Mixed integer programming with kriging surrogate model technique for dispersion control of photonic crystal fibers

Abstract

In this paper, mixed integer nonlinear programming (MINLP) optimization algorithm integrated with kriging surrogate-model is newly formulated to optimize the dispersion characteristics of photonic crystal fibers (PCFs). The MINLP is linked with full vectorial finite difference method (FVFDM) to optimize the modal properties of the PCFs. Through the optimization process, the design parameters can take real and/or integer values. The integer values can be used to selectively fill the PCF air holes to control its dispersion characteristics.
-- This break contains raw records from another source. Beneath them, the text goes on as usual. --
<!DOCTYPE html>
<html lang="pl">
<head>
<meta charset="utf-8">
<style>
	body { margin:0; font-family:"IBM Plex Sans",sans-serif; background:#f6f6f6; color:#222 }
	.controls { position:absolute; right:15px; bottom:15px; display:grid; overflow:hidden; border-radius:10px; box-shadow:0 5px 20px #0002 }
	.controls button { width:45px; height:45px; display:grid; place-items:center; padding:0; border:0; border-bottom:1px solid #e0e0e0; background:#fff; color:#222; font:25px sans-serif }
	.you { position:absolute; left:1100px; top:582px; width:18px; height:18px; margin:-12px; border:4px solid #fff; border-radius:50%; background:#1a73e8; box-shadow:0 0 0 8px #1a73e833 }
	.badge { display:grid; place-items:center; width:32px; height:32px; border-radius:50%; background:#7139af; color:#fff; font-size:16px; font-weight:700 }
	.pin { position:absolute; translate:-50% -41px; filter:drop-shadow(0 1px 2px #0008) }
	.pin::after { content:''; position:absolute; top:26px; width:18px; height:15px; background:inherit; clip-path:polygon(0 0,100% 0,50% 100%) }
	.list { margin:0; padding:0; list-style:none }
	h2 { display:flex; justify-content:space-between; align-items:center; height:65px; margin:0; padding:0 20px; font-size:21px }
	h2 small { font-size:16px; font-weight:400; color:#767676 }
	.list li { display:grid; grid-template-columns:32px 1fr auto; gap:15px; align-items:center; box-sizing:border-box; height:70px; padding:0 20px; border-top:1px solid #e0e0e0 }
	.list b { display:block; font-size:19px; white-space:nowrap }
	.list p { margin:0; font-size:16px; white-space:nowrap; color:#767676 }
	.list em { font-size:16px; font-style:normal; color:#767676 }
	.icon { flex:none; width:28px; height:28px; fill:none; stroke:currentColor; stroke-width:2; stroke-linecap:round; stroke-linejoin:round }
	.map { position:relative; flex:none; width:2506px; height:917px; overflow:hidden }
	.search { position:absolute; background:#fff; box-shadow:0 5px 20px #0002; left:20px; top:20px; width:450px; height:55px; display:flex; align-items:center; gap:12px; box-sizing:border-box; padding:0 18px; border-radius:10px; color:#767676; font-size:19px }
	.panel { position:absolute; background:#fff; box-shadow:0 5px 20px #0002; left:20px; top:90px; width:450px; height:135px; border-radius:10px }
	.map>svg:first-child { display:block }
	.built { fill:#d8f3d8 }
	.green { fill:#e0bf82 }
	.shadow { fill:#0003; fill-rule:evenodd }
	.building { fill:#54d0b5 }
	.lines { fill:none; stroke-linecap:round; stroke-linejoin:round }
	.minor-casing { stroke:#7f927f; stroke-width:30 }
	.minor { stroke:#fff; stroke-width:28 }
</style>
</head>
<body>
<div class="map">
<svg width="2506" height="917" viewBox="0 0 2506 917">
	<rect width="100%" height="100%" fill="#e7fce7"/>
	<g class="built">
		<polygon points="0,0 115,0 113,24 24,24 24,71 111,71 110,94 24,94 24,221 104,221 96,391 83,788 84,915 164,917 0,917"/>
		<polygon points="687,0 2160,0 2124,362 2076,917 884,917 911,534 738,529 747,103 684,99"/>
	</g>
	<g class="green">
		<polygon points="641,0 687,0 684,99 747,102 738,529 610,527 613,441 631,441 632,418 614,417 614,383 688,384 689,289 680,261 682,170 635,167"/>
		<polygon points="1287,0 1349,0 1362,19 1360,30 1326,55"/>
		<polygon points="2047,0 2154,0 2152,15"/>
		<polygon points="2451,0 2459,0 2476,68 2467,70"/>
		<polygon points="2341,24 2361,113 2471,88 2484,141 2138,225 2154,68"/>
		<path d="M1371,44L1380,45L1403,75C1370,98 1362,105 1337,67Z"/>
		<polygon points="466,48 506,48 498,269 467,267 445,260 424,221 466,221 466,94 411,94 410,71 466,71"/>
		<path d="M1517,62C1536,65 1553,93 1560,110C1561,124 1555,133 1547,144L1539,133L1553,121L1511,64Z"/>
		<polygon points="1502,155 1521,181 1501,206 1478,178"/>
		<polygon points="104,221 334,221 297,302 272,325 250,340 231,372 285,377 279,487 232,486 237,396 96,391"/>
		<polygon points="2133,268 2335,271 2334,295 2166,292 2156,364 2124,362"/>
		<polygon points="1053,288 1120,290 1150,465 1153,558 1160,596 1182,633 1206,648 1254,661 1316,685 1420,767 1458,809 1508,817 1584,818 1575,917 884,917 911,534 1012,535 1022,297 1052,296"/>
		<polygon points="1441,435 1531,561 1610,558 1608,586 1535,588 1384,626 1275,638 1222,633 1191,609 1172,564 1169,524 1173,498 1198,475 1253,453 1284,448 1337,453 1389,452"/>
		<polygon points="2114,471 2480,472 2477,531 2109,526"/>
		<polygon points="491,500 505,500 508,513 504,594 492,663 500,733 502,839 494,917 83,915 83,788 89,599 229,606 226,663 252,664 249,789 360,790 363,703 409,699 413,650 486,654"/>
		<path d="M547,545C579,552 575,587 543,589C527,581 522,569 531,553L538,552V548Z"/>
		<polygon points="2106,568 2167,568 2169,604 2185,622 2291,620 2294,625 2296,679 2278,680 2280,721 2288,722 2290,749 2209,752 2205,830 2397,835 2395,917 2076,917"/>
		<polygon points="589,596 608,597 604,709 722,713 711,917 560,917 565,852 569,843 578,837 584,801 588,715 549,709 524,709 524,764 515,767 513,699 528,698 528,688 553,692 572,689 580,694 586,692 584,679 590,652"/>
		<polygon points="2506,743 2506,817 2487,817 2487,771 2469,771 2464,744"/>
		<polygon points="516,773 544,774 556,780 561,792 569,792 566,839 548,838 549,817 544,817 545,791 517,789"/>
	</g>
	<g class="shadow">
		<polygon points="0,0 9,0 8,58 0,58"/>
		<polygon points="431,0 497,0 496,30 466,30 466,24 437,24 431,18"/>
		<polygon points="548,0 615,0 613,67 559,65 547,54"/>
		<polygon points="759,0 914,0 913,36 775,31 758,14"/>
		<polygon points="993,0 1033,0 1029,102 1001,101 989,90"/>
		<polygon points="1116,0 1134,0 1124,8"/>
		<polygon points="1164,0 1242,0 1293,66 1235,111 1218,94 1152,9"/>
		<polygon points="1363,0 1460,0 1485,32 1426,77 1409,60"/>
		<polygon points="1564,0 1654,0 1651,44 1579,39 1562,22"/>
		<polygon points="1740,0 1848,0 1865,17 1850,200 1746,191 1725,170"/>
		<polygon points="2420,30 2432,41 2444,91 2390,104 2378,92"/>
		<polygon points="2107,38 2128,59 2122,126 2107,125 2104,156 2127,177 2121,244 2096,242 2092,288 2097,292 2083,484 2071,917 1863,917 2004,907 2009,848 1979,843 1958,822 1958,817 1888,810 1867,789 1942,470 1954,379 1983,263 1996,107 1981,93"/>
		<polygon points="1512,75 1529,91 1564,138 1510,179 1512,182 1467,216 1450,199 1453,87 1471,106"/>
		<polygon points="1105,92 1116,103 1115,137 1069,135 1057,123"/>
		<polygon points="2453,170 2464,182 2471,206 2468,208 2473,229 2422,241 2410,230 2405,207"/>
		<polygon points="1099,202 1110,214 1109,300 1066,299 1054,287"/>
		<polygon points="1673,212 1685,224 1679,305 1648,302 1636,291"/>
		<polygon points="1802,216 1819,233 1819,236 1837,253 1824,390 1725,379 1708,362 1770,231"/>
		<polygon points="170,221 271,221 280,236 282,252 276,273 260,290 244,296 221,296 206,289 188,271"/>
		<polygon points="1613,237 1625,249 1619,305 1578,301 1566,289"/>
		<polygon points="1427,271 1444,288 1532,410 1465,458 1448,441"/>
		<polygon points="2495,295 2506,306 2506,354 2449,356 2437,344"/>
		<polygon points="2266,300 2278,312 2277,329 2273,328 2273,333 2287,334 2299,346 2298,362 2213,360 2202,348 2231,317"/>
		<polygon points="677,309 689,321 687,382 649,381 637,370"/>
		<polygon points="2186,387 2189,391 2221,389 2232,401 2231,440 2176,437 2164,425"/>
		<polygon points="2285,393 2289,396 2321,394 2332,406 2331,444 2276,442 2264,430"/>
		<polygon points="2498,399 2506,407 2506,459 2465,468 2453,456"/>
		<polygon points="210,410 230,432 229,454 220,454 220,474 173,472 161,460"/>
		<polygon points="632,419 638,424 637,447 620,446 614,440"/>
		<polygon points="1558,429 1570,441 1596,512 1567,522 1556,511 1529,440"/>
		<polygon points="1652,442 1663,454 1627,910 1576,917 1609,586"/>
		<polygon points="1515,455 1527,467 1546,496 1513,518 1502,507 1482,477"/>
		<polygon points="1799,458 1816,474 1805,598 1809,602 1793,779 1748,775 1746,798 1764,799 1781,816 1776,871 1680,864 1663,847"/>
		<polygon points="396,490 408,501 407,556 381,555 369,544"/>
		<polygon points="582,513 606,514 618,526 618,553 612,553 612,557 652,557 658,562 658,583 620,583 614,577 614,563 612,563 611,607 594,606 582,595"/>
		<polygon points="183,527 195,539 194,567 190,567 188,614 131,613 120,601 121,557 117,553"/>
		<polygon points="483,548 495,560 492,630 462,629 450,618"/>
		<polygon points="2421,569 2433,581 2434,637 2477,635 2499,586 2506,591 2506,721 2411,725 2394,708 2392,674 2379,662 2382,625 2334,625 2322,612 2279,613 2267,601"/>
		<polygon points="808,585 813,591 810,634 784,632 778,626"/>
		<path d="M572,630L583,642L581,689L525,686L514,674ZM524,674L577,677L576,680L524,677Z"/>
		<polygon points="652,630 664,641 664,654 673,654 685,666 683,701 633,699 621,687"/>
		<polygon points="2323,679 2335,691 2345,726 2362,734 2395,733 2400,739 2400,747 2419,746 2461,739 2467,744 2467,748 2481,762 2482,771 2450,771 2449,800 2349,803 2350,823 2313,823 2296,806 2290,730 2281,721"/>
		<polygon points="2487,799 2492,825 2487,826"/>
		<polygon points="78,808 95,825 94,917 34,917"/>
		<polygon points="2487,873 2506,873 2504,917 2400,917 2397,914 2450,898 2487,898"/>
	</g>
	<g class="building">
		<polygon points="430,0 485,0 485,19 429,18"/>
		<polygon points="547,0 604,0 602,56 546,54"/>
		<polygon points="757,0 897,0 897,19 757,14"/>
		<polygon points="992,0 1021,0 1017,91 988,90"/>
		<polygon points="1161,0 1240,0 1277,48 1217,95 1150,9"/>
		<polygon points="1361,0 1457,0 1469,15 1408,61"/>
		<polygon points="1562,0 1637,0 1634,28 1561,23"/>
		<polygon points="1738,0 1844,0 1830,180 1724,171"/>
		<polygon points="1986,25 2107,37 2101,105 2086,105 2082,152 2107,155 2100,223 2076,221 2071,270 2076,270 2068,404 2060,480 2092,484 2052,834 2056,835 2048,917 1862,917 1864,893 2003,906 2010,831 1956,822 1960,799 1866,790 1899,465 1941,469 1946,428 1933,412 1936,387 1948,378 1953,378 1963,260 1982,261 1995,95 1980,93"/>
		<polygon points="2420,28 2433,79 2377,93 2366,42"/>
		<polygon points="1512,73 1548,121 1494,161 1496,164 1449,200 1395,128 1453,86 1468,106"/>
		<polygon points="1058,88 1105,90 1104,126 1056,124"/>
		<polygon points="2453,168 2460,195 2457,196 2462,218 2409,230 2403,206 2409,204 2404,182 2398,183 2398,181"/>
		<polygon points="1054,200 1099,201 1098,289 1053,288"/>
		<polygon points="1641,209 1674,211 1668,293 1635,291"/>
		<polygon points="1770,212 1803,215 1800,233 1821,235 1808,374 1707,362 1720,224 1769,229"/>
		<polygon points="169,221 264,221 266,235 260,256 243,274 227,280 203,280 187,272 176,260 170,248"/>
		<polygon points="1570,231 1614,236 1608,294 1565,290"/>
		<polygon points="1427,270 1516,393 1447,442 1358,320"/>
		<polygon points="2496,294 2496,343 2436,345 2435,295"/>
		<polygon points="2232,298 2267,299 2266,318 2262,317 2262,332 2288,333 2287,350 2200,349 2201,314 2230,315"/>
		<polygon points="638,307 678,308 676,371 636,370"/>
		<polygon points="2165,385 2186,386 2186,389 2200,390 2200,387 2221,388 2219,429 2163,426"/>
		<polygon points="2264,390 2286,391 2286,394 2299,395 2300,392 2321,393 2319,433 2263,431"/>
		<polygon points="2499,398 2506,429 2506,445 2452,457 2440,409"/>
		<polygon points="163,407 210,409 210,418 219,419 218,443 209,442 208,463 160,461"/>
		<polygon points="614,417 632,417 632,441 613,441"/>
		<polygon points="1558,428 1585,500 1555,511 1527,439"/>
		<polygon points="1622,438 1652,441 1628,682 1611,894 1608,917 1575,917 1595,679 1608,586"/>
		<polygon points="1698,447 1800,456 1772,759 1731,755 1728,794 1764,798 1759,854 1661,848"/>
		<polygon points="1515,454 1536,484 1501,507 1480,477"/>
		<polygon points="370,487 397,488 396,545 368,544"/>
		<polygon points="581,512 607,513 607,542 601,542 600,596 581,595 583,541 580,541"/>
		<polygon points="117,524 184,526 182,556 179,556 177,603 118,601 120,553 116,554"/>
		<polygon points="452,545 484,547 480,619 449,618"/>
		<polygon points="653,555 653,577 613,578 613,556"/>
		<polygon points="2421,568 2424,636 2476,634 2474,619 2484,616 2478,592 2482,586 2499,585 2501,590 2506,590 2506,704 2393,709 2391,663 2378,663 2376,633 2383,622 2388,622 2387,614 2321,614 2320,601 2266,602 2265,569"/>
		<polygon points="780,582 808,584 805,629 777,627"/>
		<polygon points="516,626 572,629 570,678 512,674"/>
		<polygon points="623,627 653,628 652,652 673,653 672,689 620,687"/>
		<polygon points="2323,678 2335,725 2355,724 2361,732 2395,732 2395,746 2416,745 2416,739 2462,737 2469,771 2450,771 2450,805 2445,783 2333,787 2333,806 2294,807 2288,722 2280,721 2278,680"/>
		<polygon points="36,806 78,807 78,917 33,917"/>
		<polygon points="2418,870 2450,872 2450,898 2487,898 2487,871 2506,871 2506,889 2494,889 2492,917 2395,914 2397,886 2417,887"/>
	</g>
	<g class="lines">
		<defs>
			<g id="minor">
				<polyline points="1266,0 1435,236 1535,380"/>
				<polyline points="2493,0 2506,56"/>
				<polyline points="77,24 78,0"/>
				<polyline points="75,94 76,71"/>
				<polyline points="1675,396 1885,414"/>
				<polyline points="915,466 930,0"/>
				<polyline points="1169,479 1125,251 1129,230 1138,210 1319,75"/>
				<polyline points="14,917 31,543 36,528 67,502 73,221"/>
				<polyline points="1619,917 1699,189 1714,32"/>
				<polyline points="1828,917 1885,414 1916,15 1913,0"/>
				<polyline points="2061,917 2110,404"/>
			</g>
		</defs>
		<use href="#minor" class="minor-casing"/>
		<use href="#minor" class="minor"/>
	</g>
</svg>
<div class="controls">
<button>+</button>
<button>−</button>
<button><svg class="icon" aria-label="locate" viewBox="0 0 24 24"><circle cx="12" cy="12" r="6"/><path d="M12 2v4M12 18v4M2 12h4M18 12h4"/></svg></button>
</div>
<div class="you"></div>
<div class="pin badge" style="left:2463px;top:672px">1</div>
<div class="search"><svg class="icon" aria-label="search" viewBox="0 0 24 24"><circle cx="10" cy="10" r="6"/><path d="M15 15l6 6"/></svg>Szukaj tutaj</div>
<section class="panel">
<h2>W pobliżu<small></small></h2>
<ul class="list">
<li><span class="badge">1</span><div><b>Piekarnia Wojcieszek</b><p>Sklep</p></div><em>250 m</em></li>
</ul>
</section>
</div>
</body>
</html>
However, the other optimization techniques deal with real design parameters where the PCF can be optimized using none or predefined infiltrated air holes. The MINLP algorithm is used to obtain an ultra-flat zero dispersion over a broadband of wavelength range from 1.25 to 1.6 μm using silica PCF selectively infiltrated with Ethanol material. To show the superiority of the proposed algorithm, nematic liquid crystal selectively infiltrated PCFs are also designed with high negative flat dispersion over wide range of wavelengths from 1.25 to 1.6 μm for the quasi transverse magnetic (TM) and the quasi transverse electric (TE) modes. Such designs have negative flat dispersions of − 163 ± 0.9 and − 170 ± 1.2 ps/Km nm, respectively over the studied wavelength range. Therefore, the MINLP algorithms could be used efficiently for the design and optimization of selectively filled photonic devices.